So you've been convinced of the benefits of tagging your blog posts and have your eye on increased visibility, navigation and integration. But now you've got to backfill dozens or even hundreds of posts with meaningful, traffic-driving tags. How do you craft a set of sensible tags that afford stability and growth? How do you stay sane while spending long hours weaving these tags into your posts? Read on for tips and tricks for retro-fitting tags to your blog.

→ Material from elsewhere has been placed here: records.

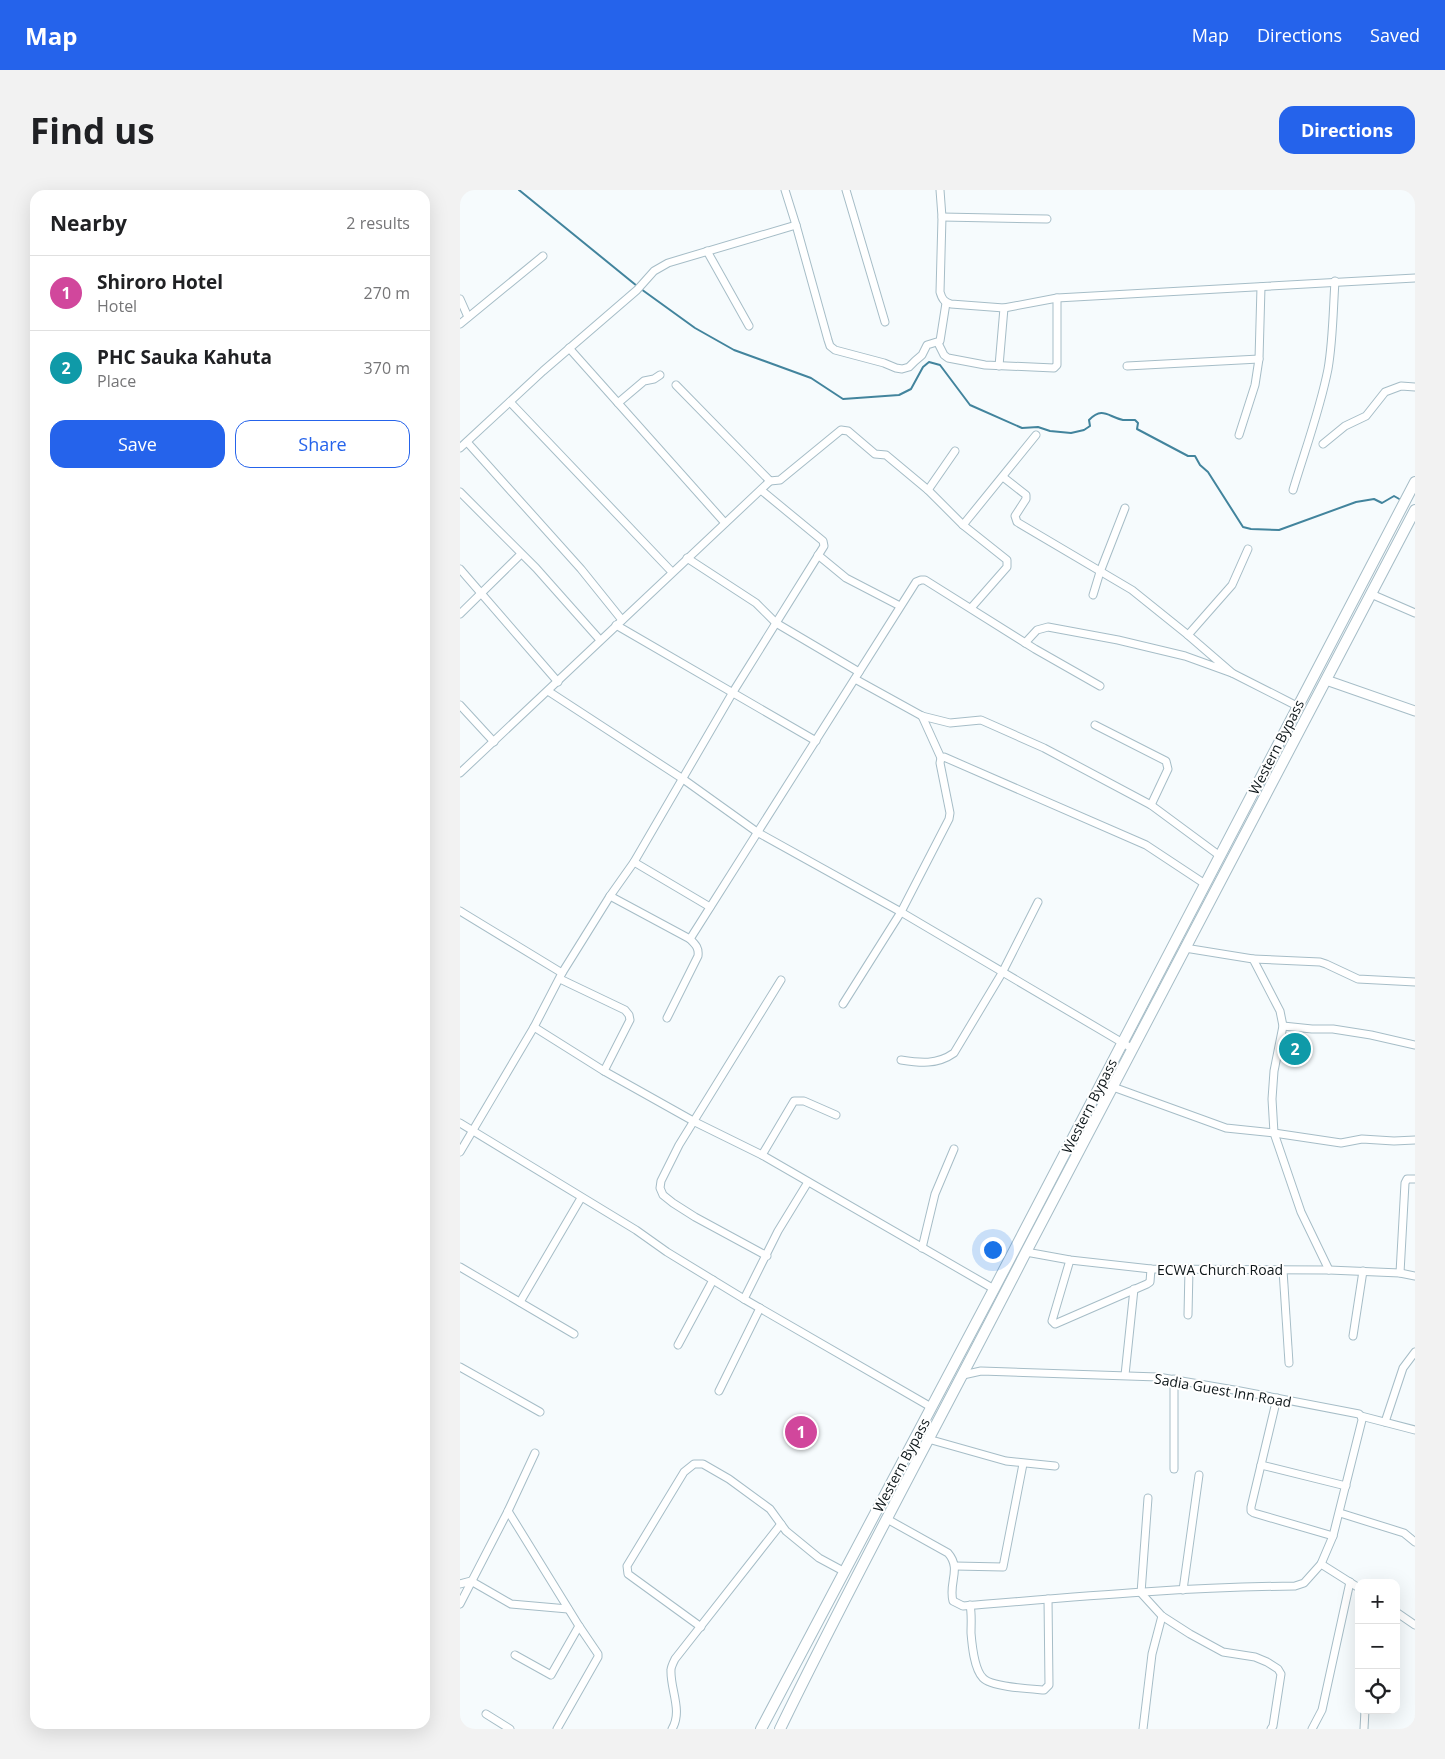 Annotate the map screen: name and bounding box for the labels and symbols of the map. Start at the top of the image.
street label: Western Bypass [1244,696,1308,798]
pin: 2 [1279,1030,1311,1068]
street label: Western Bypass [1057,1055,1121,1157]
your location [980,1237,1006,1263]
street label: ECWA Church Road [1157,1260,1283,1279]
street label: Sadia Guest Inn Road [1153,1369,1293,1411]
pin: 1 [785,1413,817,1451]
street label: Western Bypass [868,1414,934,1515]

Getting the right tags for your blog is important. For starters, it will affect how your blog appears to search engines and other services. Next, it will impact upon the way your readers navigate your blog to find other posts. The tags you choose - seen as a whole, say as a tagcloud - also tell the reader a lot about how the blog is positioned. With so much riding on it, getting a good set of tags is worth a moment's reflection. To tackle this problem, I've drawn upon my own experience with retro-fitting tags to two blogs, plus conversations with blog tagging luminaries like Johan, John and Singpolyma. I would love to hear from you (below) with your own stories and advice for getting on top of this.

Tags vs Categories


One of the common distinctions that comes up is whether you're using tags or categories ("tags-as-categories") for your posts. The distinction is that categories are fewer in number, generic, chosen beforehand, possibly hierarchical (sub-categories) and persist for a long time. Sometimes people will file a post under only one category. Tags are much more specific, made up on the spot, are "flat", may be single-use and each post may have half a dozen or more of them. Categories work well for navigation within your blog and integration between blogs (better chance of a match-up with a related blogger). But they can be a bit too generic for readers to get a sense of your blog. Also, if you want to pick up traffic from tag-searchers you may need to go beyond your generic "art" and "culture" and delve a little deeper.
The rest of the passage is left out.